Vacancy-mediated interdiffusion in coherent Mo/V and Cu/Ni multilayers is simulated to evaluate the effects of coherency stress and vacancy sources/sinks on interface sharpening and the intermixing rate, using the phase field model developed in a previous paper for two limiting cases: ideal vacancy sources/sinks densely distributed or not present at all. Interface sharpening stems from a large diffusion coefficient asymmetry across the interface, which in turn originates from the large difference in vacancy formation and migration energies between the two constituent layers.
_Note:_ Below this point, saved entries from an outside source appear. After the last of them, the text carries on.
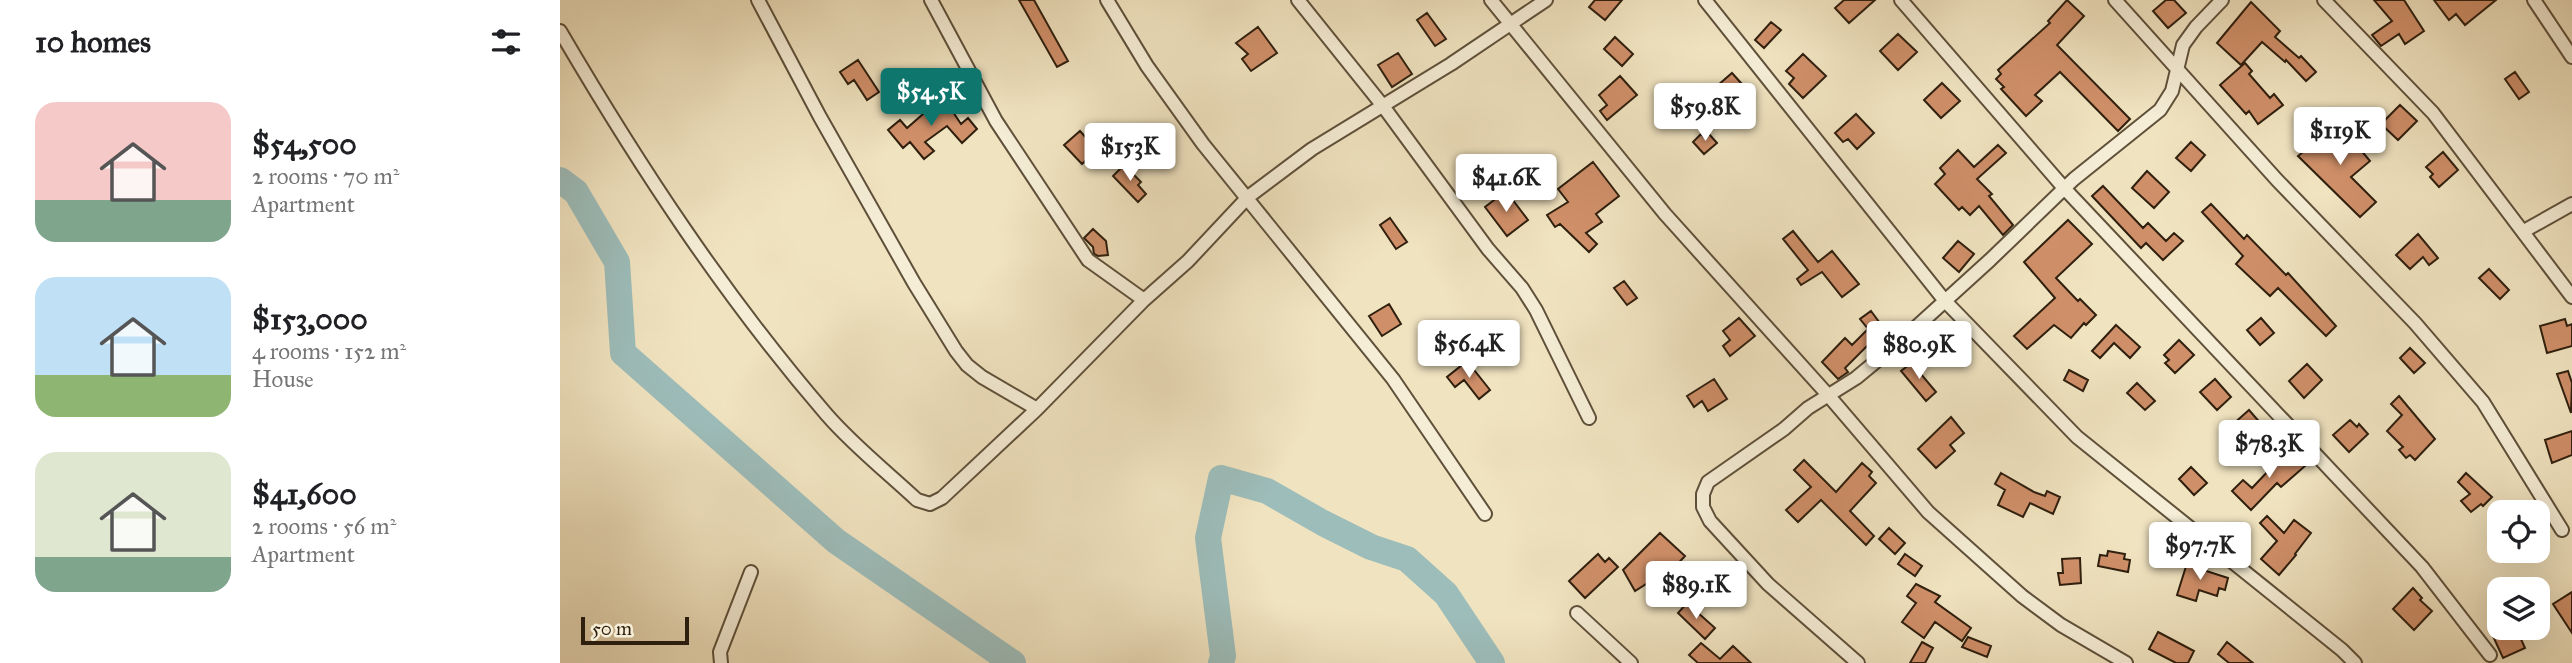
<!DOCTYPE html>
<meta charset="utf-8">
<style>
body{margin:0;font-family:"IM FELL Great Primer",serif;background:#f6f6f6;color:#202124;height:100vh;display:flex;flex-direction:column;font-size:26px;white-space:nowrap}
*{box-sizing:border-box;margin:0}
p{font-size:23px;color:#757577}
.icon{flex:none;width:38px;height:38px;fill:none;stroke:currentColor;stroke-width:2;stroke-linecap:round;stroke-linejoin:round}
.map{position:relative;flex:1;overflow:hidden}
.panel{display:flex;flex-direction:column;background:#fff;width:560px}
.panel>*{flex:none}
.buttons{position:absolute;left:1927px;top:500px;display:grid;gap:14px}
.buttons a{display:grid;place-items:center;width:63px;height:63px;border-radius:14px;background:#fff;box-shadow:0 7px 28px #0002;font-size:35px}
.scale{position:absolute;left:21px;bottom:18px;width:108px;box-sizing:border-box;padding-left:7px;border:4px solid #2f1f0e;border-top:0;font-size:19px;line-height:24px;white-space:nowrap;color:#2f1f0e;-webkit-text-stroke:5px #f5edd6;paint-order:stroke}
.price{position:absolute;translate:-50% -60px;padding:0 16px;border-radius:7px;background:#fff;color:#222;font-size:23px;line-height:46px;filter:drop-shadow(0 2px 4px #0008)}
.price::after{content:'';position:absolute;left:50%;top:42px;width:21px;height:16px;margin-left:-10px;background:inherit;clip-path:polygon(0 0,100% 0,50% 100%)}
.price.current{background:#0f766e;color:#fff}
ul{padding:0;list-style:none}
li{display:flex;align-items:center;gap:21px;height:175px;padding:0 35px}
li span{display:grid;place-items:center;flex:none;width:196px;height:140px;border-radius:21px;color:#555}
li>.icon{margin-inline-start:auto}
span .icon{width:84px;height:84px;fill:#fffc;stroke-width:1}
li b{font-size:30px}
h2{display:flex;justify-content:space-between;align-items:center;height:84px;padding:0 35px;font-size:30px}
main{display:flex;flex:1;min-height:0}
.map>svg:first-child{display:block}
</style>
<main>
<section class="panel">
<h2>10 homes<svg class="icon" aria-label="filters" viewBox="0 0 24 24"><path d="M4 7h16M4 17h16"/><circle cx="9" cy="7" r="2"/><circle cx="15" cy="17" r="2"/></svg></h2>
<ul>
<li><span style="background:linear-gradient(#f6c9c9 70%,#7fa58c 0)"><svg class="icon" aria-label="home" viewBox="0 0 24 24"><path d="M3 11l9-7 9 7M6 9v11h12V9"/></svg></span><div><b>$54,500</b><p>2 rooms · 70 m²</p><p>Apartment</p></div></li>
<li><span style="background:linear-gradient(#bfe0f5 70%,#8fb573 0)"><svg class="icon" aria-label="home" viewBox="0 0 24 24"><path d="M3 11l9-7 9 7M6 9v11h12V9"/></svg></span><div><b>$153,000</b><p>4 rooms · 152 m²</p><p>House</p></div></li>
<li><span style="background:linear-gradient(#dfe7d0 75%,#7fa58c 0)"><svg class="icon" aria-label="home" viewBox="0 0 24 24"><path d="M3 11l9-7 9 7M6 9v11h12V9"/></svg></span><div><b>$41,600</b><p>2 rooms · 56 m²</p><p>Apartment</p></div></li>
</ul>
</section>
<div class="map">
<svg width="2012" height="663" viewBox="0 0 2012 663">
<rect width="100%" height="100%" fill="#f0e3c0"/>
<filter id="stains"><feTurbulence type="fractalNoise" baseFrequency=".00286" numOctaves="4"/><feColorMatrix values="0 0 0 0 .2 0 0 0 0 .09 0 0 0 0 .02 0 0 0 .5 -.17"/></filter>
<radialGradient id="worn" r=".72"><stop offset=".6" stop-color="#630" stop-opacity="0"/><stop offset="1" stop-color="#630" stop-opacity=".3"/></radialGradient>
<g fill="none" stroke-linecap="round" stroke-linejoin="round">
<path stroke="#9dbdba" stroke-width="26" d="M0,180L16,192L57,262L63,353L276,541L453,663
M661,663L663,656L648,538L661,478L707,491L763,523L811,547L847,559L886,594L932,663"/>
</g>
<path fill="#cf8f69" stroke="#2f1f0e" stroke-width="2" d="M459,0H474L508,61L497,67Z
M1035,0H1062L1045,20L1029,7Z
M1284,0H1315L1289,23L1275,8Z
M1507,0L1524,16L1497,45L1570,119L1558,131L1500,72L1475,95L1482,101L1466,116L1441,89L1444,87L1436,79L1441,74L1438,70L1490,23L1488,21Z
M1606,0H1614L1626,13L1608,28L1593,11Z
M1814,0H1844L1864,31L1845,44L1839,34L1821,46L1812,35L1832,21Z
M1874,0H1936L1905,25L1896,14L1889,20Z
M1691,2L1720,31L1715,37L1739,58L1741,56L1756,72L1746,81L1726,60L1725,62L1702,42L1681,65L1657,43Z
M867,13L886,39L875,46L857,20Z
M1211,22L1221,30L1204,48L1195,40Z
M698,27L717,53L691,71L682,59L688,54L676,43Z
M1338,34L1357,52L1338,70L1320,51Z
M1055,37L1073,54L1062,66L1044,49Z
M838,53L852,74L832,87L818,65Z
M1243,54L1266,76L1243,98L1229,84L1234,78L1226,71Z
M298,60L319,92L307,100L294,80L288,84L280,72Z
M1685,63L1692,71L1689,74L1710,98L1714,94L1723,105L1698,124L1689,111L1686,114L1660,85Z
M1955,72L1969,92L1959,99L1945,79Z
M1172,73L1181,83L1176,87L1187,100L1171,114L1150,92Z
M1060,76L1077,95L1047,120L1040,111L1047,105L1039,95Z
M1382,83L1400,101L1381,118L1364,100Z
M373,101L379,109L387,103L401,124L408,118L417,129L402,143L387,126L365,142L374,151L364,159L350,142L343,148L328,130L340,120L347,128L363,114L360,110Z
M1840,105L1857,121L1838,140L1821,124Z
M1296,114L1314,133L1297,149L1288,139L1283,142L1275,133Z
M1781,122L1797,140L1794,142L1810,161L1791,177L1816,202L1800,217L1738,156Z
M520,131L537,150L522,164L504,145Z
M1141,134L1144,137L1149,134L1157,143L1144,154L1133,142Z
M1631,142L1645,155L1631,171L1616,158Z
M1438,145L1446,153L1417,179L1432,194L1429,196L1453,225L1443,235L1419,206L1410,215L1402,207L1399,210L1375,184L1385,174L1380,168L1398,150L1414,167Z
M1883,152L1898,170L1879,187L1870,177L1873,174L1866,167Z
M1033,162L1059,196L1036,214L1042,222L1026,233L1037,244L1029,252L1000,224L995,227L987,215L1008,202L998,189Z
M564,165L581,182L578,185L586,194L578,202L553,176Z
M1587,171L1609,192L1594,208L1572,188Z
M1543,186L1583,228L1588,223L1606,241L1614,233L1623,241L1603,260L1586,243L1581,248L1532,196Z
M946,191L968,220L947,236L925,207Z
M1651,204L1684,239L1687,235L1726,275L1728,273L1776,326L1766,336L1718,288L1710,296L1676,264L1683,256L1642,212Z
M830,218L847,242L836,249L820,225Z
M1508,220L1532,244L1496,278L1518,301L1520,299L1536,315L1526,325L1524,323L1511,338L1494,325L1467,349L1454,336L1495,298L1464,262Z
M533,229L546,241L548,255L538,256L534,254L533,247L524,238Z
M1233,231L1258,262L1272,251L1299,284L1282,297L1262,272L1241,285L1237,279L1248,270L1223,239Z
M1858,234L1878,258L1869,265L1863,257L1850,269L1836,255Z
M1398,241L1414,254L1399,272L1383,258Z
M1929,269L1949,290L1940,299L1919,278Z
M1064,281L1077,298L1067,305L1054,288Z
M829,304L841,324L822,336L809,316Z
M1311,311L1331,338L1321,346L1315,338L1285,368L1288,372L1278,379L1262,362L1285,338L1292,345L1308,329L1300,319Z
M1179,318L1195,336L1170,356L1163,346L1170,340L1163,331Z
M1701,318L1714,333L1700,345L1687,330Z
M2005,319L2007,326L2012,324V346L1987,353L1980,326Z
M1556,325L1580,347L1570,358L1554,343L1540,358L1532,351Z
M1619,340L1634,355L1615,373L1605,363L1609,360L1604,355Z
M1850,348L1865,363L1854,373L1840,358Z
M907,361L930,390L919,399L904,380L895,387L887,377Z
M1354,361L1363,371L1360,373L1376,392L1366,401L1341,371Z
M1747,364L1762,380L1744,398L1729,381Z
M1509,370L1528,380L1523,391L1504,380Z
M2008,371L2012,383L2011,413L1997,374Z
M1154,379L1167,399L1148,411L1142,401L1134,407L1127,396Z
M1655,379L1671,397L1657,410L1640,392Z
M1577,383L1595,401L1585,410L1567,393Z
M1839,396L1875,439L1855,460L1850,455L1846,458L1839,450L1843,447L1827,431L1842,415L1831,404Z
M1689,410L1702,425L1684,440L1672,425Z
M1391,417L1404,433L1390,445L1395,451L1376,468L1358,449Z
M1790,420L1797,427L1799,424L1808,434L1789,452L1773,435Z
M2012,431V455L1992,463L1985,440Z
M1722,454L1725,456L1728,454L1732,458L1736,456L1745,466L1721,487L1717,483L1691,510L1672,491L1683,480L1692,488L1712,467L1710,465Z
M1244,460L1276,492L1302,463L1312,472L1309,476L1316,483L1290,511L1314,536L1306,545L1261,500L1238,522L1226,510L1251,487L1234,470Z
M1631,467L1647,483L1634,495L1619,479Z
M1441,473L1474,492L1485,496L1487,491L1500,497L1493,514L1470,503L1463,517L1438,505L1445,490L1435,484Z
M1906,473L1932,497L1923,506L1921,504L1911,512L1901,501L1910,494L1898,482Z
M1707,516L1724,533L1734,520L1751,533L1735,554L1736,555L1719,575L1701,559L1717,541L1700,523Z
M1329,528L1345,543L1335,554L1319,539Z
M1100,533L1125,556L1099,584L1094,579L1075,591L1063,570Z
M1548,551L1565,554L1564,559L1570,560L1568,572L1538,566L1540,555L1547,556Z
M1038,554L1045,562L1049,558L1058,567L1025,598L1009,581Z
M1345,554L1362,566L1355,576L1338,564Z
M1520,558L1521,583L1500,585L1498,573H1503L1502,559Z
M1628,560L1645,566L1643,570L1668,578L1665,590L1659,588L1657,596L1639,590L1636,601L1617,595Z
M1356,584L1380,596L1375,602L1411,628L1402,641L1375,622L1364,638L1342,622L1356,603L1347,596Z
M1853,588L1862,598L1860,600L1872,611L1854,630L1833,609Z
M2012,592V633L1993,604Z
M1127,603L1155,628L1145,639L1118,613Z
M1946,628H1956L1965,648L1943,658L1932,634Z
M1598,632L1634,651L1628,663H1616L1589,649Z
M1408,637L1431,646L1427,657L1402,647Z
M1362,642L1373,648L1365,663H1350Z
M1667,642L1693,663H1669L1658,654Z
M1141,643L1160,659L1173,646L1191,663H1138L1129,655Z"/>
<g fill="none" stroke-linecap="round" stroke-linejoin="round">
<defs>
<path id="minor" d="M198,0L260,117L354,283L396,351L407,365L422,377L477,409
M371,0L436,121L528,260L584,300
M547,0L587,66L643,144L833,379L925,514
M738,0L823,106L928,249L962,288L976,310L1029,418
M931,0L1105,214L1268,395L1368,512L1462,596L1501,625L1566,663
M1145,0L1385,301L1517,437L1782,650L1795,663
M1341,0L1504,188L1862,567L1930,655
M1555,0L1717,180L1855,323L1923,402L2002,530
M1764,0L1873,113L2012,297
M1974,0L2012,57
M0,31C79,166 165,297 267,415C294,446 327,472 357,500L370,504L382,498L477,409L584,300L628,261L688,197L752,149L891,64L986,0
M1964,231L2012,204
M1017,613L1071,663
M161,663L160,652L191,572
M1298,663L1208,584L1150,521L1143,507V494L1148,482L1224,429L1248,408L1296,378L1342,340L1430,260L1514,179L1600,110L1612,91L1623,45L1636,27L1662,0"/>
</defs>
<use href="#minor" stroke="#5f503a" stroke-width="16"/>
<use href="#minor" stroke="#f5edd6" stroke-width="12"/>
</g>
<rect width="100%" height="100%" filter="url(#stains)"/>
<rect width="100%" height="100%" fill="url(#worn)"/>
</svg>
<div class="buttons">
<a><svg class="icon" aria-label="locate" viewBox="0 0 24 24"><circle cx="12" cy="12" r="6"/><path d="M12 2v4M12 18v4M2 12h4M18 12h4"/></svg></a>
<a><svg class="icon" aria-label="layers" viewBox="0 0 24 24"><path d="M12 4l9 5-9 5-9-5zM3 14l9 5 9-5"/></svg></a>
</div>
<div class="scale">50 m</div>
<b class="price current" style="left:371px;top:128px">$54.5K</b>
<b class="price" style="left:1145px;top:143px">$59.8K</b>
<b class="price" style="left:1780px;top:167px">$119K</b>
<b class="price" style="left:570px;top:183px">$153K</b>
<b class="price" style="left:946px;top:214px">$41.6K</b>
<b class="price" style="left:909px;top:380px">$56.4K</b>
<b class="price" style="left:1359px;top:381px">$80.9K</b>
<b class="price" style="left:1709px;top:480px">$78.3K</b>
<b class="price" style="left:1640px;top:582px">$97.7K</b>
<b class="price" style="left:1136px;top:621px">$89.1K</b>
</div>
</main>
Remarkable sharpening is found in Mo/V multilayers either with dense or without vacancy sources/sinks, but only in Cu/Ni with a high density of sources/sinks. Sharpening is suppressed by coherency stress in Cu/Ni regardless of the existence of vacancy sources/sinks, but only promoted in Mo/V with a high density of sources/sinks. The intermixing rate is suppressed in Mo/V by the introduction of a high density of vacancy sources/sinks that are parallel or perpendicular to the interfaces, or uniformly distributed in all orientations, but only promoted in Cu/Ni by the introduction of vacancy sources/sinks that are parallel to the interfaces. The intermixing rate is promoted in Mo/V by coherency stress regardless of the existence of vacancy sources/sinks, but promoted in Cu/Ni by coherency stress only when the vacancy sources/sinks are parallel to the interface or not present at all. The effects of that part of coherency stress induced by the mismatch in atomic volumes on interface sharpening and the intermixing rate are opposite to, but dominant over, those of the stress induced by lattice creation/annihilation in vacancy sources/sinks.